:: DATA FOR THIS TASK ::

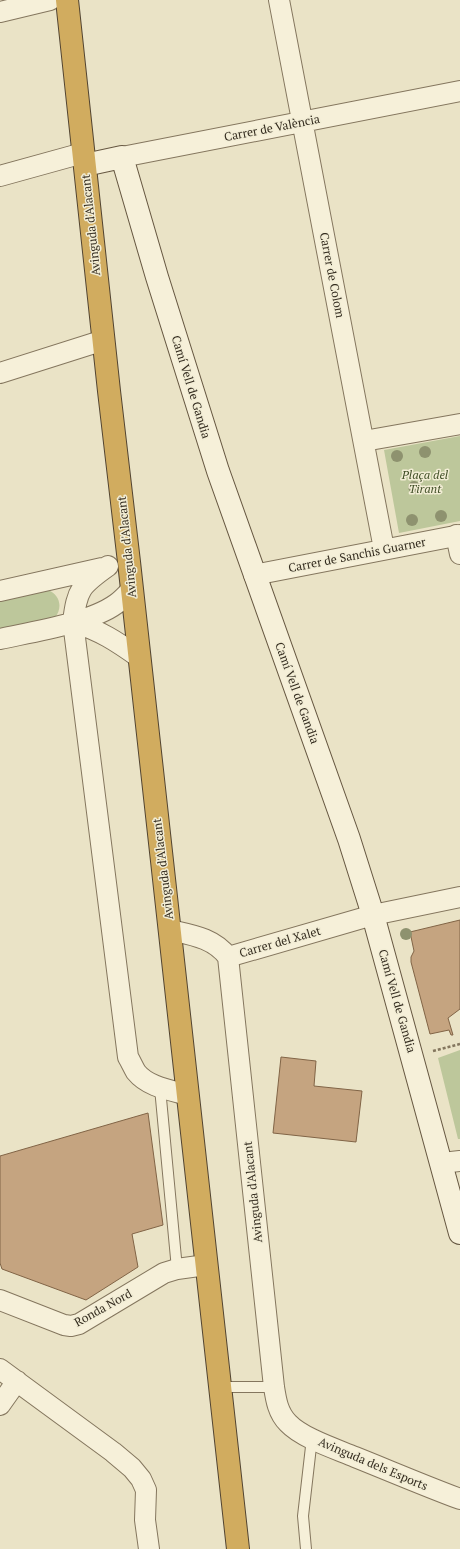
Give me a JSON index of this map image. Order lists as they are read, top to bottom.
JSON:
{
  "streets": {
    "highway": ["Avinguda d'Alacant"],
    "street": [
      "Carrer de València",
      "Carrer de Colom",
      "Camí Vell de Gandia",
      "Carrer de Sanchis Guarner",
      "Carrer del Xalet",
      "Ronda Nord",
      "Avinguda dels Esports"
    ]
  },
  "crossings": [
    ["Carrer de València", "Avinguda d'Alacant"],
    ["Carrer de València", "Carrer de Colom"],
    ["Carrer de València", "Camí Vell de Gandia"],
    ["Avinguda d'Alacant", "Carrer del Xalet"],
    ["Avinguda d'Alacant", "Ronda Nord"],
    ["Avinguda d'Alacant", "Avinguda dels Esports"],
    ["Carrer de Colom", "Carrer de Sanchis Guarner"],
    ["Camí Vell de Gandia", "Carrer de Sanchis Guarner"],
    ["Camí Vell de Gandia", "Carrer del Xalet"]
  ],
  "parks": ["Plaça del Tirant"]
}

:::

Except for pictures, copy the records above exactly.

> [RESPONSE TO THIS EXERCISE]:
Give me a JSON index of this map image. Order lists as they are read, top to bottom.
JSON:
{
  "streets": {
    "highway": ["Avinguda d'Alacant"],
    "street": [
      "Carrer de València",
      "Carrer de Colom",
      "Camí Vell de Gandia",
      "Carrer de Sanchis Guarner",
      "Carrer del Xalet",
      "Ronda Nord",
      "Avinguda dels Esports"
    ]
  },
  "crossings": [
    ["Carrer de València", "Avinguda d'Alacant"],
    ["Carrer de València", "Carrer de Colom"],
    ["Carrer de València", "Camí Vell de Gandia"],
    ["Avinguda d'Alacant", "Carrer del Xalet"],
    ["Avinguda d'Alacant", "Ronda Nord"],
    ["Avinguda d'Alacant", "Avinguda dels Esports"],
    ["Carrer de Colom", "Carrer de Sanchis Guarner"],
    ["Camí Vell de Gandia", "Carrer de Sanchis Guarner"],
    ["Camí Vell de Gandia", "Carrer del Xalet"]
  ],
  "parks": ["Plaça del Tirant"]
}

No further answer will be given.